• Work instructions: Isolate every line in the data with the string "numOctaves" and copy it.
Segment Start: Data in this exercise
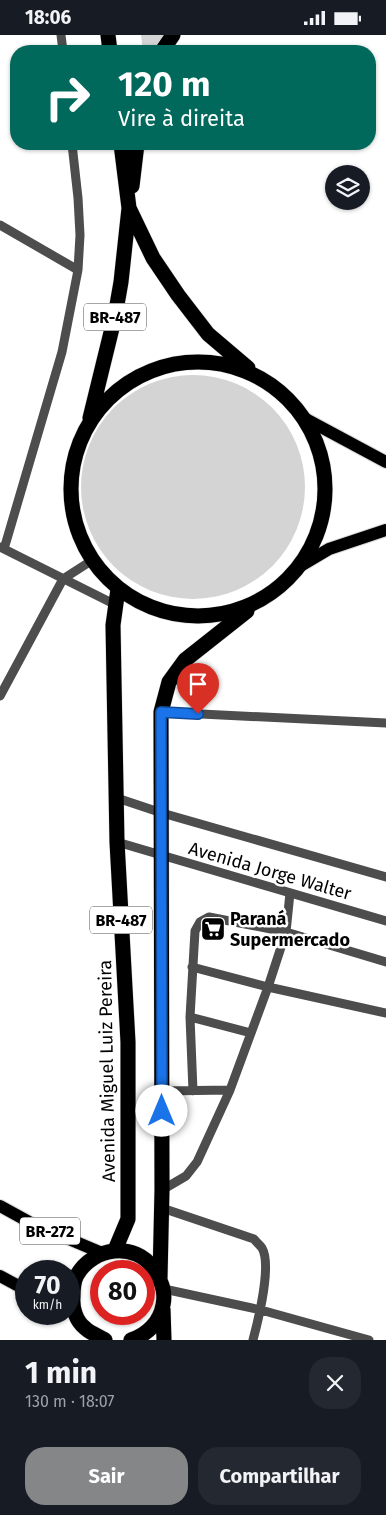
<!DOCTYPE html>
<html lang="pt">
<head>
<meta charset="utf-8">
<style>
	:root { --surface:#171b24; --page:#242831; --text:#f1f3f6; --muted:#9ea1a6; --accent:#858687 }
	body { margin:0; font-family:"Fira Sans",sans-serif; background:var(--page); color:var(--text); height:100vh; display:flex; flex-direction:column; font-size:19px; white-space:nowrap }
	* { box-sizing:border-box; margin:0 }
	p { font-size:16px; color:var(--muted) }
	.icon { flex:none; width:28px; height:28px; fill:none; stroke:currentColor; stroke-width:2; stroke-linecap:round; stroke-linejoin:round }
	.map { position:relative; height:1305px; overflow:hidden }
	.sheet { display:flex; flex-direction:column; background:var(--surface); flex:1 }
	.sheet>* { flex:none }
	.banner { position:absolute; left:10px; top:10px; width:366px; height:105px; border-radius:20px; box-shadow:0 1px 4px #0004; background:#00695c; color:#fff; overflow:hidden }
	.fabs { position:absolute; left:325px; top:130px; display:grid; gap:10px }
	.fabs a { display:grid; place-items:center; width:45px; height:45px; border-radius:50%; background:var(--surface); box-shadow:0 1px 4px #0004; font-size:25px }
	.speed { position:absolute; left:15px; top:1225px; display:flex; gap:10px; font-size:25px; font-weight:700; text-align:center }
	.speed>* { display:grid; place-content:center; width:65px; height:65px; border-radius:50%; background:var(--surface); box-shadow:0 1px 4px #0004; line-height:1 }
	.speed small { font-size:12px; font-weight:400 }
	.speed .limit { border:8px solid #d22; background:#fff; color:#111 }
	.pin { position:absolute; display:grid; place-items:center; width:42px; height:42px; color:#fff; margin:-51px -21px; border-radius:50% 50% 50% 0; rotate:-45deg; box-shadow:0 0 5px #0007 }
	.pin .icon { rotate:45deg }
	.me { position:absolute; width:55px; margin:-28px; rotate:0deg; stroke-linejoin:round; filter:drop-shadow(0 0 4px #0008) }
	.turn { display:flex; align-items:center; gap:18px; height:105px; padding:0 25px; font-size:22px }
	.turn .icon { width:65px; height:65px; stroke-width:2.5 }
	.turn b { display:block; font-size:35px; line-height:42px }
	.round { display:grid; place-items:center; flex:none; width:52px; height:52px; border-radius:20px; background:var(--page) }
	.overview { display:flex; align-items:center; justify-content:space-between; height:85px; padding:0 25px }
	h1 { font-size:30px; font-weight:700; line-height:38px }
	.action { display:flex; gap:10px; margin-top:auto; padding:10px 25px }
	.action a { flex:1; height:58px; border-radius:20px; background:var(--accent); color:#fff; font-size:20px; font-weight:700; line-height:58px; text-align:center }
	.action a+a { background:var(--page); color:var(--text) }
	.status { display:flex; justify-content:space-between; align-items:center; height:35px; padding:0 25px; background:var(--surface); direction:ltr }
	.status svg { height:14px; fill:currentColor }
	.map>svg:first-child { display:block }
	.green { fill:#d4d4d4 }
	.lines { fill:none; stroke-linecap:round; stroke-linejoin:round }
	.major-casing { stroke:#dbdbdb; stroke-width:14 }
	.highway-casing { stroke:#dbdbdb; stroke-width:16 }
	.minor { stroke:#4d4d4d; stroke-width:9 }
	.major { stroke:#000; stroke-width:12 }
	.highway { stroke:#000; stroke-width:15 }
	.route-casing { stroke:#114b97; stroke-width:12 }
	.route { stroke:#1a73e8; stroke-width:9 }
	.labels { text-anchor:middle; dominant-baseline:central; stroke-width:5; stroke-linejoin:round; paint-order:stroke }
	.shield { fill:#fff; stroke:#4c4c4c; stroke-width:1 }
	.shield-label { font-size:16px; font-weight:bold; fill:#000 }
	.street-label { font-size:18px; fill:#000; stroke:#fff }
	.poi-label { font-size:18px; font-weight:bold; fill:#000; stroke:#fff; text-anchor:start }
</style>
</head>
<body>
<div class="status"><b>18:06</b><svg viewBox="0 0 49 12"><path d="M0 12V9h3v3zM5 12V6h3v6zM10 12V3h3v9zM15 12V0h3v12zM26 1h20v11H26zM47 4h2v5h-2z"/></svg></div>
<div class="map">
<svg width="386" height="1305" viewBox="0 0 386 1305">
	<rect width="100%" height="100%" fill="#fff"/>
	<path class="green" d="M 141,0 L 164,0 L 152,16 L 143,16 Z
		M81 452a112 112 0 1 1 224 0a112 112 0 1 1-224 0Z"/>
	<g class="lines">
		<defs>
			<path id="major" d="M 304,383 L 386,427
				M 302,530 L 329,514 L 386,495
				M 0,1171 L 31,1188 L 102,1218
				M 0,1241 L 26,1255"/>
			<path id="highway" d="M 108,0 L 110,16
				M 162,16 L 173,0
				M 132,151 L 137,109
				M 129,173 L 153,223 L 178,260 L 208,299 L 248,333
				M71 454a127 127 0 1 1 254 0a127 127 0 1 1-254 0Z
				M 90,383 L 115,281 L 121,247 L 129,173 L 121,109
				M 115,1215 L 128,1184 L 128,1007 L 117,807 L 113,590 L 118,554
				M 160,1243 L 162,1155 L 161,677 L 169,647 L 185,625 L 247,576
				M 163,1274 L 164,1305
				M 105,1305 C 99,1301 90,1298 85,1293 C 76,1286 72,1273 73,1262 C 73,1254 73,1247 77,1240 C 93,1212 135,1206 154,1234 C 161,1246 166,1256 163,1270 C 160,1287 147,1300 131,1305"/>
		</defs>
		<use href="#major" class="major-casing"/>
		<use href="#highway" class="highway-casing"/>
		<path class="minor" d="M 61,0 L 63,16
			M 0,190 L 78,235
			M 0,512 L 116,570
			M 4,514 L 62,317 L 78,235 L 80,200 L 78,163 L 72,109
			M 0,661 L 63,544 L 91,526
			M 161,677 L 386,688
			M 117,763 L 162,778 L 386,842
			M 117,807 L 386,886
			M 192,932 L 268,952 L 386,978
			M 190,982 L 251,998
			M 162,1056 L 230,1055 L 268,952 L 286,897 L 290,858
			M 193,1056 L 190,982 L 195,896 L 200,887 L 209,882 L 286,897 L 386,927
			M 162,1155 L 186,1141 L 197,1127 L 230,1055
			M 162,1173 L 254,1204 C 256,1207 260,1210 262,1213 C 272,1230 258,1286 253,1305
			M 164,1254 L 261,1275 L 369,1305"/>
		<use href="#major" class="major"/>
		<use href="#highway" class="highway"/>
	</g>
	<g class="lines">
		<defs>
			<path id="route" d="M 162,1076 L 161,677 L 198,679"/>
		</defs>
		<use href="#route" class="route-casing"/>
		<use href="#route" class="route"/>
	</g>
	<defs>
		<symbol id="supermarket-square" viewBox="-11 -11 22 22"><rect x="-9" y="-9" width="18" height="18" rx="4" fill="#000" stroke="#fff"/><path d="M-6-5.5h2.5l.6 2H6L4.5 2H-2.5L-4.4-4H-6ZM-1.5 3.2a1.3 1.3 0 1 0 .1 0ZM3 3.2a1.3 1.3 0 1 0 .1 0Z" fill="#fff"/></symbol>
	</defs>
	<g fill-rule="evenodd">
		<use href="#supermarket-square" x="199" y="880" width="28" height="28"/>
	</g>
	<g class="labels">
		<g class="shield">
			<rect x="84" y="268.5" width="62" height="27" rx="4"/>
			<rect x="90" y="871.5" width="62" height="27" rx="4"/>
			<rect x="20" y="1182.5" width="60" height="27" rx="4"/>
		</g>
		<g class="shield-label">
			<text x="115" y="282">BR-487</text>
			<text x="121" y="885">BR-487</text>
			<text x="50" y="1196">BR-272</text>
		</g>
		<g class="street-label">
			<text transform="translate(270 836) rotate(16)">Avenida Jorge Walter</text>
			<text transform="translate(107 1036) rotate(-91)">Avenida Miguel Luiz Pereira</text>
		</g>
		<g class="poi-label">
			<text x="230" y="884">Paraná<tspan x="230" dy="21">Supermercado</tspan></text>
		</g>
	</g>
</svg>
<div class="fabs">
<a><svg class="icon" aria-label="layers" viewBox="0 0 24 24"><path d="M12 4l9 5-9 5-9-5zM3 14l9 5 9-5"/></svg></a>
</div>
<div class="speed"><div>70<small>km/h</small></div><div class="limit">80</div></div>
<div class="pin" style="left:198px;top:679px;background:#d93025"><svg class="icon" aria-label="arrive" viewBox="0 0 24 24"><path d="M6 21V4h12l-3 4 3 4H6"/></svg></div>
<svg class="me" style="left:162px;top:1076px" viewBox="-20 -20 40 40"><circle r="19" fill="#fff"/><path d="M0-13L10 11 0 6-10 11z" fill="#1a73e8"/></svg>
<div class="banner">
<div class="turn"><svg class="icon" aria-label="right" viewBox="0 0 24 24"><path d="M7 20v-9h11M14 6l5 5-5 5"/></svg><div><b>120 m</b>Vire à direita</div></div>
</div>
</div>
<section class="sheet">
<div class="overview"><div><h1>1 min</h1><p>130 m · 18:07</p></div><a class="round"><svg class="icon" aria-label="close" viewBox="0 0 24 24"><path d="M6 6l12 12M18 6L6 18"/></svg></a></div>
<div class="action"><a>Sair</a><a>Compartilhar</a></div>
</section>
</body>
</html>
Segment End: Data in this exercise
Segment Start: Data in this exercise
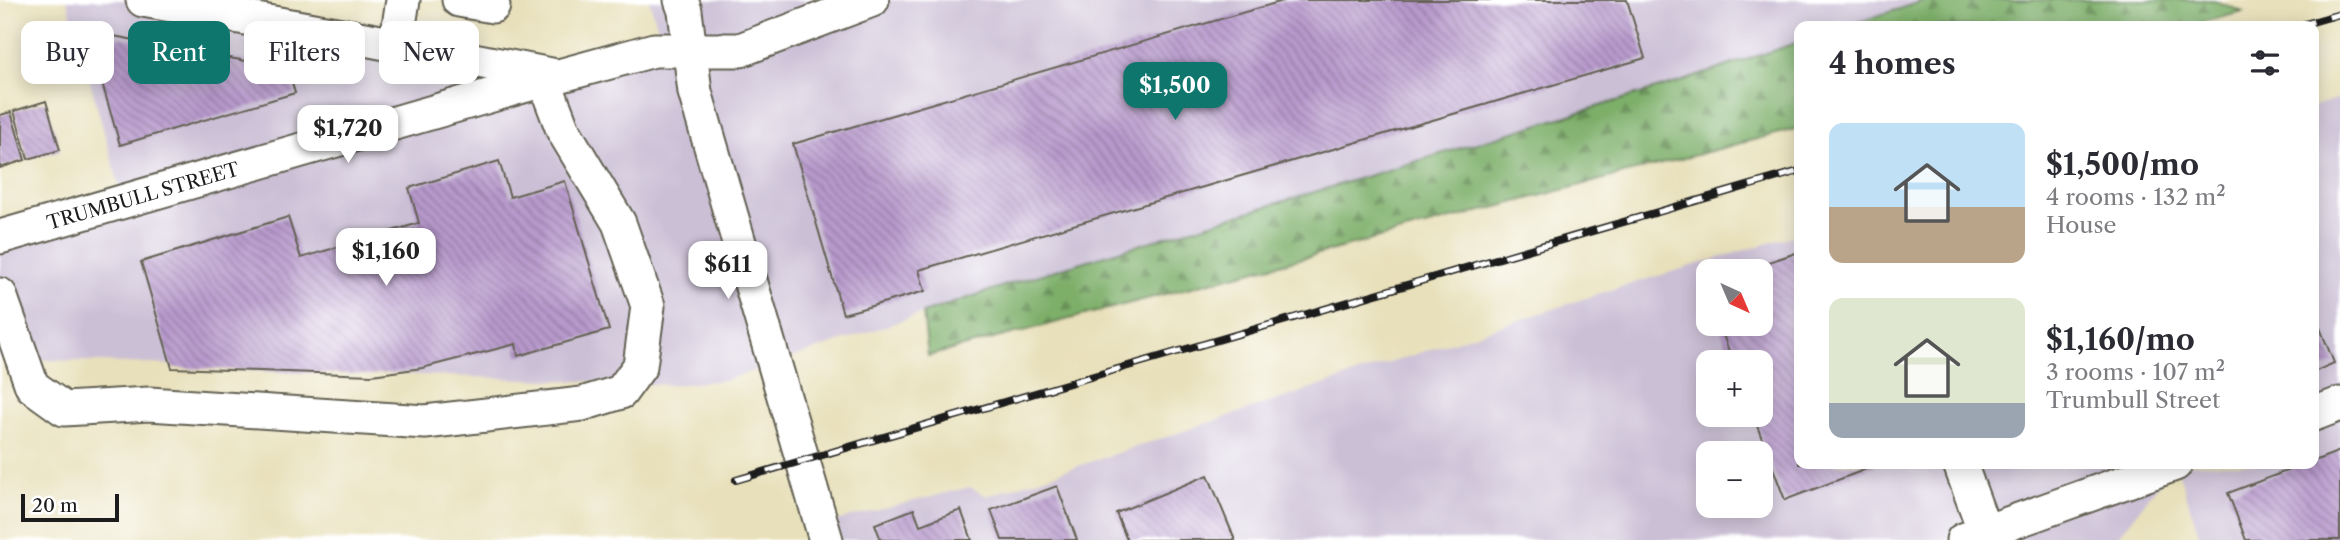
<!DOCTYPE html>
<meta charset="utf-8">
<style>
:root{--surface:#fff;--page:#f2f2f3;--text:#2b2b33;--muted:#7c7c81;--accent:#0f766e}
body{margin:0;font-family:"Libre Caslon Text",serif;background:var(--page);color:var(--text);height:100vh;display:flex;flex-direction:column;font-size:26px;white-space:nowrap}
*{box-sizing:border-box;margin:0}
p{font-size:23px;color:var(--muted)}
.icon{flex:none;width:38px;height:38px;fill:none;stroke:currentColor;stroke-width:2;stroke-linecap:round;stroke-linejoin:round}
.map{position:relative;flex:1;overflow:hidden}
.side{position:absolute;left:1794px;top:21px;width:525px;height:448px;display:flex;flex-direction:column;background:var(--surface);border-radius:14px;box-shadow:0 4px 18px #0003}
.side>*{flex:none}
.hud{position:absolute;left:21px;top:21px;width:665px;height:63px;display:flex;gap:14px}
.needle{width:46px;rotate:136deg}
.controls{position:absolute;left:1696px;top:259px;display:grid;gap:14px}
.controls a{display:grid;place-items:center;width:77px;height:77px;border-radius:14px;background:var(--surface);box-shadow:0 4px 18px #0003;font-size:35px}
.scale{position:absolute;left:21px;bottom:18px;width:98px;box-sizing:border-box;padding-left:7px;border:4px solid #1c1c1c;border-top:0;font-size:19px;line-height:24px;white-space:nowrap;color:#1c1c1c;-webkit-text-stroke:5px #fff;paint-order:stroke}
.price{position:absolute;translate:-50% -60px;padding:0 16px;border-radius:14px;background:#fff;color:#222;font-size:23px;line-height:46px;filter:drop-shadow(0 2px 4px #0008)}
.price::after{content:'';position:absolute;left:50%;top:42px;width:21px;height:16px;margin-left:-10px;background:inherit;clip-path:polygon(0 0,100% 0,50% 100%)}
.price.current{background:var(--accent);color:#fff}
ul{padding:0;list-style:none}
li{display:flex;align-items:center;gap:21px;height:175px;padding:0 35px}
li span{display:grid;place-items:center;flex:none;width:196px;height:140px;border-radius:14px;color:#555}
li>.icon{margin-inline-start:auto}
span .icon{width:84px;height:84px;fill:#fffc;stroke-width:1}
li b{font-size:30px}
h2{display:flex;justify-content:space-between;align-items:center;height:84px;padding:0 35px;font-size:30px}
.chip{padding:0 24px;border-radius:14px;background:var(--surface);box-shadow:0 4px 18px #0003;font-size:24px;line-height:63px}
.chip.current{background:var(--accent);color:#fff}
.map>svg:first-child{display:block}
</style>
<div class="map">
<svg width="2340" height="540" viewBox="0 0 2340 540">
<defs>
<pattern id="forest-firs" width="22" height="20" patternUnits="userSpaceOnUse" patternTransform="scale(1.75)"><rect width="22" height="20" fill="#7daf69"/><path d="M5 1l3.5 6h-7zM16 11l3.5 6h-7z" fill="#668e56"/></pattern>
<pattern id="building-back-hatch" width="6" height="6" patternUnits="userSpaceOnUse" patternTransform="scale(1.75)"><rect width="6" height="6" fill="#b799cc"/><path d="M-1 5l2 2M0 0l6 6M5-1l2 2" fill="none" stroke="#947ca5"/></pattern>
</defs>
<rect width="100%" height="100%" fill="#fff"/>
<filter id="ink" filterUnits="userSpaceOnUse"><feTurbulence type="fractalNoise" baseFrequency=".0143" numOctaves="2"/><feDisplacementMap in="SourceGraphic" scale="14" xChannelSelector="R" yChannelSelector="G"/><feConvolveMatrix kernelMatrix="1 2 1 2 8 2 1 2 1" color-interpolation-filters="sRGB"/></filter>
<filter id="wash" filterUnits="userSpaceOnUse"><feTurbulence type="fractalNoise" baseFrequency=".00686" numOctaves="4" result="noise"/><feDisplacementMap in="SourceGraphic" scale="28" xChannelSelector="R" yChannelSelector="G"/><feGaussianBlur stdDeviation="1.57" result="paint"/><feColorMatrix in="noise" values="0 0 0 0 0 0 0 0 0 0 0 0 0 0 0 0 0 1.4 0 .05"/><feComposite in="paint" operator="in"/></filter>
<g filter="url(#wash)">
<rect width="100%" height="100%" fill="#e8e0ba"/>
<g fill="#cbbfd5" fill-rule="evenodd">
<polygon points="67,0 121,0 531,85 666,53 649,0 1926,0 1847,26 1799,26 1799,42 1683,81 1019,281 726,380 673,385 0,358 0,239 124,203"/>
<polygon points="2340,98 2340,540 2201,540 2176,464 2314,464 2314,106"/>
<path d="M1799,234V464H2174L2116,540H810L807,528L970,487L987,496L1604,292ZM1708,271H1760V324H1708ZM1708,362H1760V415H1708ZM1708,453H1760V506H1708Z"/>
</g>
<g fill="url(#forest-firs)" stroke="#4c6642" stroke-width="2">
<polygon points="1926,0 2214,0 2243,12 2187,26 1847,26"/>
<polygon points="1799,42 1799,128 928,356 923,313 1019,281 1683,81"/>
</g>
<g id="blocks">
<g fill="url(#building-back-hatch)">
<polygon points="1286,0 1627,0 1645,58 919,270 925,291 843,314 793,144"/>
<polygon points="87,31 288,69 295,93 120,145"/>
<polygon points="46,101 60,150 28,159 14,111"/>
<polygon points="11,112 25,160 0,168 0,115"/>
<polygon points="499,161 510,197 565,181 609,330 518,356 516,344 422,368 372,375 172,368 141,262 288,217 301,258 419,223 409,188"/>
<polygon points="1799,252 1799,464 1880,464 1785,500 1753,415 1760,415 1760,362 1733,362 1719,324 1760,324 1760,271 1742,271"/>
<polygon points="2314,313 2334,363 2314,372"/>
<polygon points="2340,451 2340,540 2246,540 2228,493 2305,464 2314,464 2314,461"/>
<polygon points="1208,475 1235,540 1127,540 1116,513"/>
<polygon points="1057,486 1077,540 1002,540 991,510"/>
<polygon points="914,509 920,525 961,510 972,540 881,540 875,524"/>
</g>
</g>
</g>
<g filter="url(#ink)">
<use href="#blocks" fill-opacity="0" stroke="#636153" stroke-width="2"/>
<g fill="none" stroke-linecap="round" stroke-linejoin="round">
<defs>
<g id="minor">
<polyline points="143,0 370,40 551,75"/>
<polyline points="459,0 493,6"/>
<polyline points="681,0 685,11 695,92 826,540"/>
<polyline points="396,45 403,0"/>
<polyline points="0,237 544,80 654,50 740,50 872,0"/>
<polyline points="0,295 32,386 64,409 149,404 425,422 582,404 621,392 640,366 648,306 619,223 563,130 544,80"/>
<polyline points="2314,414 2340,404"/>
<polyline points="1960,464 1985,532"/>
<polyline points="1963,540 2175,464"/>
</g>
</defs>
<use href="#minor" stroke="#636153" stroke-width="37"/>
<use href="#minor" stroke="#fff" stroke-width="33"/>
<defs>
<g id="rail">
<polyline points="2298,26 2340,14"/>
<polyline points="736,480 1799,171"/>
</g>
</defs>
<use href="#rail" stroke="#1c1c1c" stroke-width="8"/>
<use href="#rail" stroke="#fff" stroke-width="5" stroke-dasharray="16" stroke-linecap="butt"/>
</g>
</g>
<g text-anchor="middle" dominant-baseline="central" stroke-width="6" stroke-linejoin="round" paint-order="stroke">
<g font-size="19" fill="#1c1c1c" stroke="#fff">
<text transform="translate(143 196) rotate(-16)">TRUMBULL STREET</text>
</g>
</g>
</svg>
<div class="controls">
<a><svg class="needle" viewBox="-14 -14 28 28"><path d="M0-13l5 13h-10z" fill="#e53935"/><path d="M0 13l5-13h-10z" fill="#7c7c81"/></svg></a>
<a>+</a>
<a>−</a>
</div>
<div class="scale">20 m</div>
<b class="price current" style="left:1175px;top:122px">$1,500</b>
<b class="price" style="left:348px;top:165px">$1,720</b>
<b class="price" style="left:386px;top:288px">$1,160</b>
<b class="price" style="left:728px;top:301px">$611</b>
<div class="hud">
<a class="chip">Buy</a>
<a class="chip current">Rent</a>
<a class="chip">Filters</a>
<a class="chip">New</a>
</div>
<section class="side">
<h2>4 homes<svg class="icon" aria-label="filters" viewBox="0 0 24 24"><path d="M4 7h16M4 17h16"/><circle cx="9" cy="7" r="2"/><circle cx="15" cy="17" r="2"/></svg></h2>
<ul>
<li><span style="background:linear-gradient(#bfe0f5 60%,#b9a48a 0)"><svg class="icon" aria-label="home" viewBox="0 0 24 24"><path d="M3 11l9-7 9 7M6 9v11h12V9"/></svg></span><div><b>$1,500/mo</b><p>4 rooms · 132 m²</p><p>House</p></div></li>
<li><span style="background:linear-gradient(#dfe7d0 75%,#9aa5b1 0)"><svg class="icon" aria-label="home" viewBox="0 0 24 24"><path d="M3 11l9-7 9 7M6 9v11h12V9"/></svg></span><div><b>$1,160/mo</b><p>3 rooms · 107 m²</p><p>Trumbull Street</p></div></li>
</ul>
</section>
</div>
Segment End: Data in this exercise
• Solution for this task:
<filter id="ink" filterUnits="userSpaceOnUse"><feTurbulence type="fractalNoise" baseFrequency=".0143" numOctaves="2"/><feDisplacementMap in="SourceGraphic" scale="14" xChannelSelector="R" yChannelSelector="G"/><feConvolveMatrix kernelMatrix="1 2 1 2 8 2 1 2 1" color-interpolation-filters="sRGB"/></filter>
<filter id="wash" filterUnits="userSpaceOnUse"><feTurbulence type="fractalNoise" baseFrequency=".00686" numOctaves="4" result="noise"/><feDisplacementMap in="SourceGraphic" scale="28" xChannelSelector="R" yChannelSelector="G"/><feGaussianBlur stdDeviation="1.57" result="paint"/><feColorMatrix in="noise" values="0 0 0 0 0 0 0 0 0 0 0 0 0 0 0 0 0 1.4 0 .05"/><feComposite in="paint" operator="in"/></filter>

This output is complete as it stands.